▸ ACTION ITEM
The word to look for is "labels". Report every line of the entries below that has it.

***** DATASET CONTENT *****

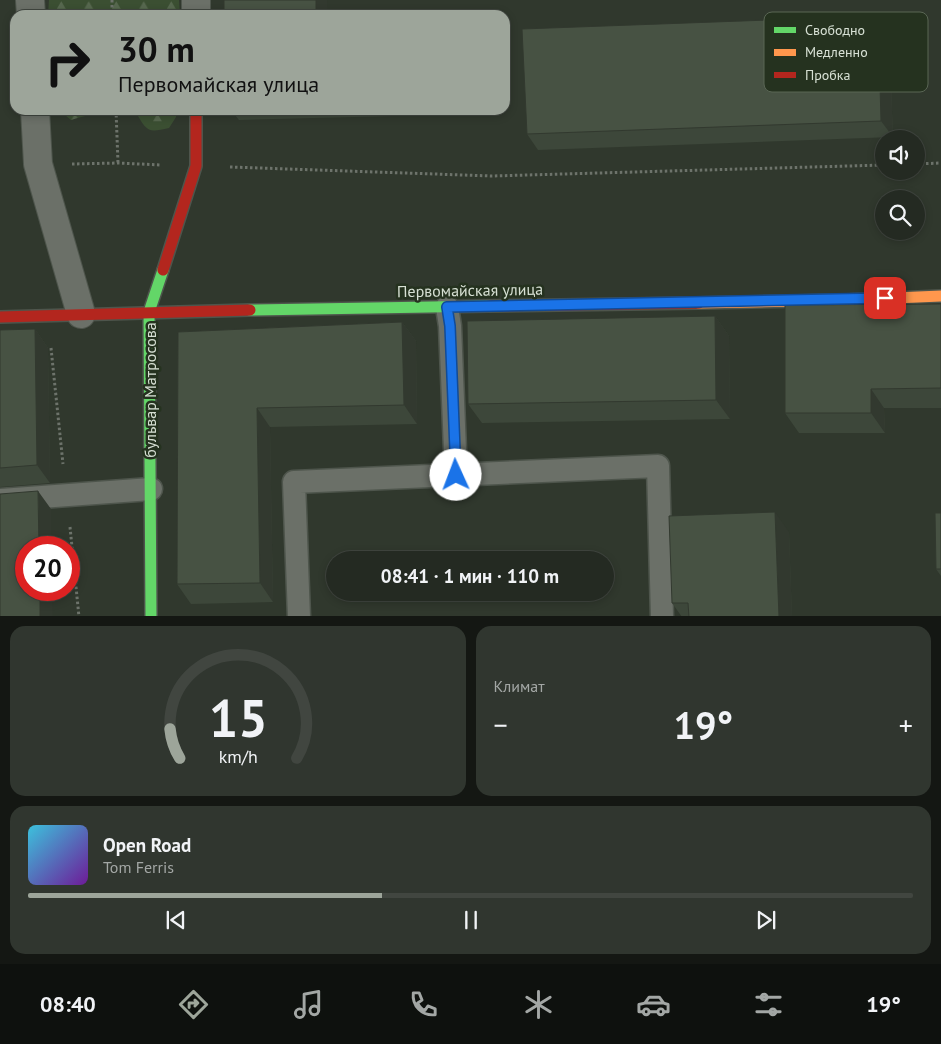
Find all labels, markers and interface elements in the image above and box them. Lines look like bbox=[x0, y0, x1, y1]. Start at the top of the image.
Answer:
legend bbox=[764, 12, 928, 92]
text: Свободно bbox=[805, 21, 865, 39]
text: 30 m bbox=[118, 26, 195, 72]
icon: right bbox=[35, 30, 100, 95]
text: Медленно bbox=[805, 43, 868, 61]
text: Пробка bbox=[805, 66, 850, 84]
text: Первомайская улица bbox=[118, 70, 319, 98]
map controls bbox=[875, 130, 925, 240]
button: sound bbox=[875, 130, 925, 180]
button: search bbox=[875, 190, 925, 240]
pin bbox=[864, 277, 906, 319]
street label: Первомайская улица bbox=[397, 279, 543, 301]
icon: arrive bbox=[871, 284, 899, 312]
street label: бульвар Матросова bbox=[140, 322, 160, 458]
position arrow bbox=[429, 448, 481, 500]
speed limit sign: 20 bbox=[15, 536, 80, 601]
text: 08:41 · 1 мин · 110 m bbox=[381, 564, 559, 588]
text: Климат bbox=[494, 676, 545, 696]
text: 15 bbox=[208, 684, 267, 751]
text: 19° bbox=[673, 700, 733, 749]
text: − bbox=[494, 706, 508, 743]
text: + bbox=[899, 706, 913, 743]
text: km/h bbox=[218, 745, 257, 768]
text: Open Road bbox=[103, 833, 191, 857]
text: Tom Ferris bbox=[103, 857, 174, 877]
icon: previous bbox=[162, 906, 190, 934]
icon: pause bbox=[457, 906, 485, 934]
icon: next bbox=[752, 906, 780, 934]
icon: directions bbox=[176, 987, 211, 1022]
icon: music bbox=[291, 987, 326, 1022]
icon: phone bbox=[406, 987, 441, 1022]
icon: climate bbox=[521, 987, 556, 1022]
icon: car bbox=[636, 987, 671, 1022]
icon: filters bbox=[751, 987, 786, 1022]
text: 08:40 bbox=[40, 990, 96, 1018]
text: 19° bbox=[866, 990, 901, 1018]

*****
***** DATASET CONTENT *****

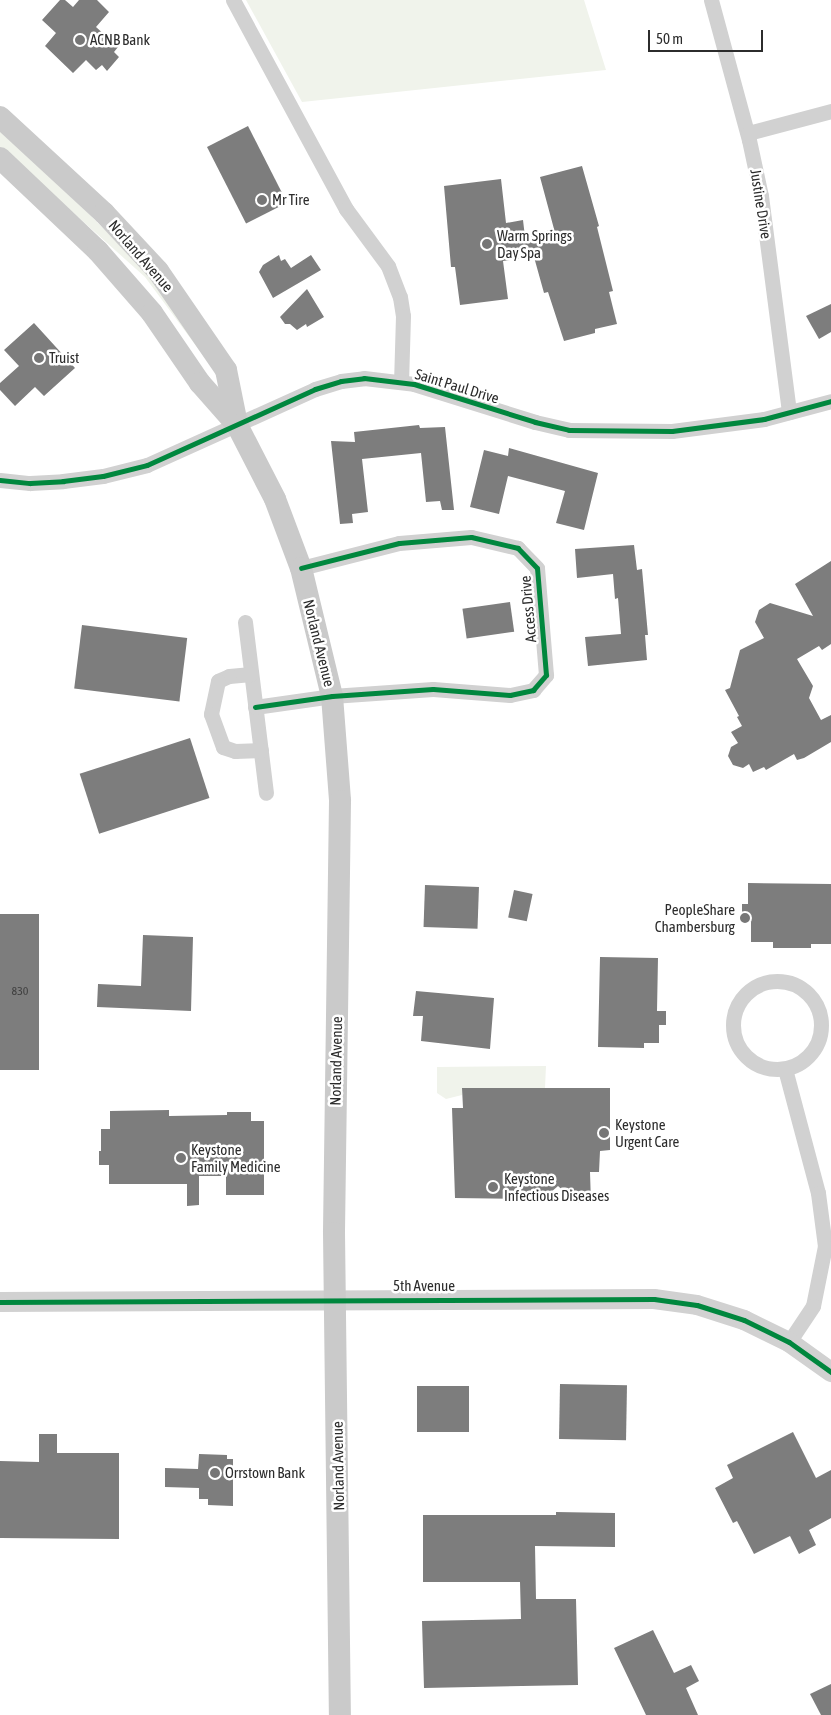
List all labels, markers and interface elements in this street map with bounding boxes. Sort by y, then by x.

*****

▸ EXERCISE RESPONSE
Find all labels, markers and interface elements in the image above and box them. Lines look like bbox=[x0, y0, x1, y1]. Start at the top of the image.
List all labels, markers and interface elements in this street map with bounding boxes. Sort by y, then by x.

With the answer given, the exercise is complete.